> _TASK PROMPT_
Pictures stay out; everything else in the records below gets copied exactly.
↓↓↓
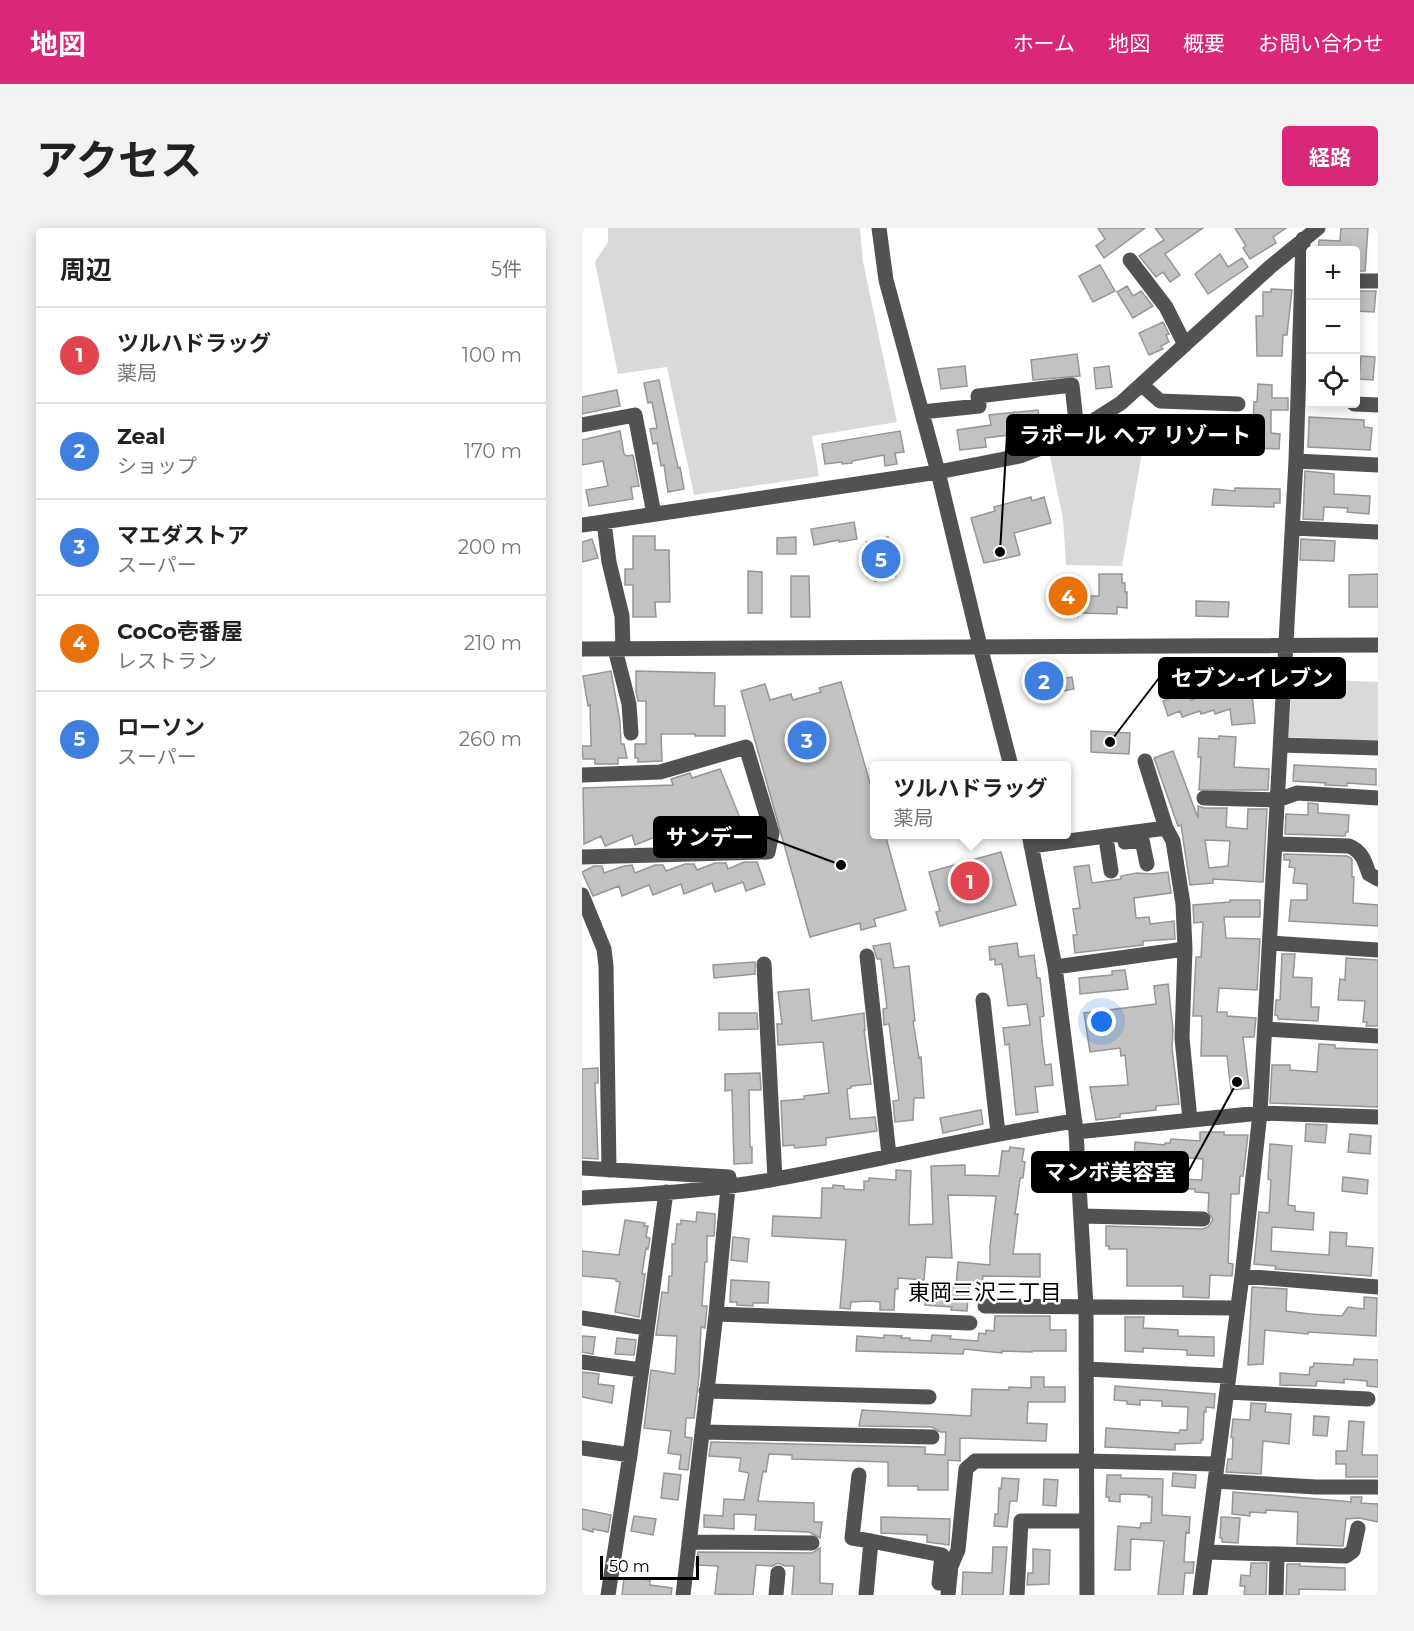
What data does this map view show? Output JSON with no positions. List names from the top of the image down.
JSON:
{
  "districts": ["東岡三沢三丁目"],
  "places": [
    "ラポール ヘア リゾート",
    "セブン-イレブン",
    "サンデー",
    "マンボ美容室"
  ],
  "scale_bar": "50 m",
  "page": {
    "header": "地図",
    "nav": [
      "ホーム",
      "地図",
      "概要",
      "お問い合わせ"
    ],
    "title": "アクセス",
    "buttons": "経路",
    "heading": ["周辺", "5件"],
    "map_buttons": ["+", "−"],
    "list": [
      {
        "mark": "1",
        "name": "ツルハドラッグ",
        "note": "薬局",
        "value": "100 m"
      },
      {
        "mark": "2",
        "name": "Zeal",
        "note": "ショップ",
        "value": "170 m"
      },
      {
        "mark": "3",
        "name": "マエダストア",
        "note": "スーパー",
        "value": "200 m"
      },
      {
        "mark": "4",
        "name": "CoCo壱番屋",
        "note": "レストラン",
        "value": "210 m"
      },
      {
        "mark": "5",
        "name": "ローソン",
        "note": "スーパー",
        "value": "260 m"
      }
    ],
    "pins": [
      "5",
      "4",
      "2",
      "3",
      "1"
    ],
    "popup": ["ツルハドラッグ", "薬局"],
    "scale": "50 m"
  }
}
↑↑↑
> _ANSWER TO THIS EXERCISE_
What data does this map view show? Output JSON with no positions. List names from the top of the image down.
JSON:
{
  "districts": ["東岡三沢三丁目"],
  "places": [
    "ラポール ヘア リゾート",
    "セブン-イレブン",
    "サンデー",
    "マンボ美容室"
  ],
  "scale_bar": "50 m",
  "page": {
    "header": "地図",
    "nav": [
      "ホーム",
      "地図",
      "概要",
      "お問い合わせ"
    ],
    "title": "アクセス",
    "buttons": "経路",
    "heading": ["周辺", "5件"],
    "map_buttons": ["+", "−"],
    "list": [
      {
        "mark": "1",
        "name": "ツルハドラッグ",
        "note": "薬局",
        "value": "100 m"
      },
      {
        "mark": "2",
        "name": "Zeal",
        "note": "ショップ",
        "value": "170 m"
      },
      {
        "mark": "3",
        "name": "マエダストア",
        "note": "スーパー",
        "value": "200 m"
      },
      {
        "mark": "4",
        "name": "CoCo壱番屋",
        "note": "レストラン",
        "value": "210 m"
      },
      {
        "mark": "5",
        "name": "ローソン",
        "note": "スーパー",
        "value": "260 m"
      }
    ],
    "pins": [
      "5",
      "4",
      "2",
      "3",
      "1"
    ],
    "popup": ["ツルハドラッグ", "薬局"],
    "scale": "50 m"
  }
}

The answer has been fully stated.